Endoplasmic reticulum (ER)
The endoplasmic reticulum is a network of membranes that are connected to the nucleus of a cell. The ER is split into smooth ER and rough ER depending on whether ribosomes are found in the membrane. Smooth ER does not have ribosomes through its membranes whereas rough ER does. The endoplasmic reticulum is important for a number of cellular processes such as modifying and transporting proteins.
Like the ER, the golgi apparatus is a network of membranes. It plays important roles in modifying proteins and lipids and moving substances out of the plant cell.
Chloroplasts are a key feature of plant cells. It is chloroplasts that are able to use the sun’s energy to convert carbon dioxide into sugars i.e. the well-known process of photosynthesis. Chloroplasts are green and are the reason why plants are typically green.
Mitochondria are important organelles found in eukaryotic cells. They are the main site of cellular respiration – a process that converts the energy of sugars and other compounds into energy that cells are able to use. Sugars produced by photosynthesis in chloroplasts are converted into usable cellular energy inside mitochondria.
Ribosomes are small structures that are responsible for building new proteins.They can be embedded in the endoplasmic reticulum to form the rough ER or they can be floating in the cytoplasm of a cell. Ribosomes are one of the few structures found in both eukaryotic and prokaryotic cells.
Vacuoles are another key feature of plant cells because they are not found in animal cells. A vacuole is a large organelle that is mostly used for the storage and breakdown of different substances.

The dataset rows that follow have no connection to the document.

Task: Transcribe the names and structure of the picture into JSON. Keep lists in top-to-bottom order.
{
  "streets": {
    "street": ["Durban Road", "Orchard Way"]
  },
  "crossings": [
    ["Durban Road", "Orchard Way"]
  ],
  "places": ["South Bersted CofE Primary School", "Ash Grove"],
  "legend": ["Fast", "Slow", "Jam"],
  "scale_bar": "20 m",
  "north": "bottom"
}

Plant growth is often the result of increases in the size of vacuoles in plant cells.
Peroxisomes are small organelles that perform a range of functions. They are known to produce hydrogen peroxide (commonly used as bleach) and convert it to water.
Differences between plant and animal cells
The cells of plants and animals have some key differences. Firstly, animals aren’t able to photosynthesize whereas plants can. This is because plant cells contain chloroplasts but animal cells do not.
Plant cells also have a cell wall surrounding the plasma membrane and vacuoles inside. Animal cells don’t contain either of these structures. On the other hand, plant cells lack centrosomes, lysosomes and flagella which can all be found in animal cells.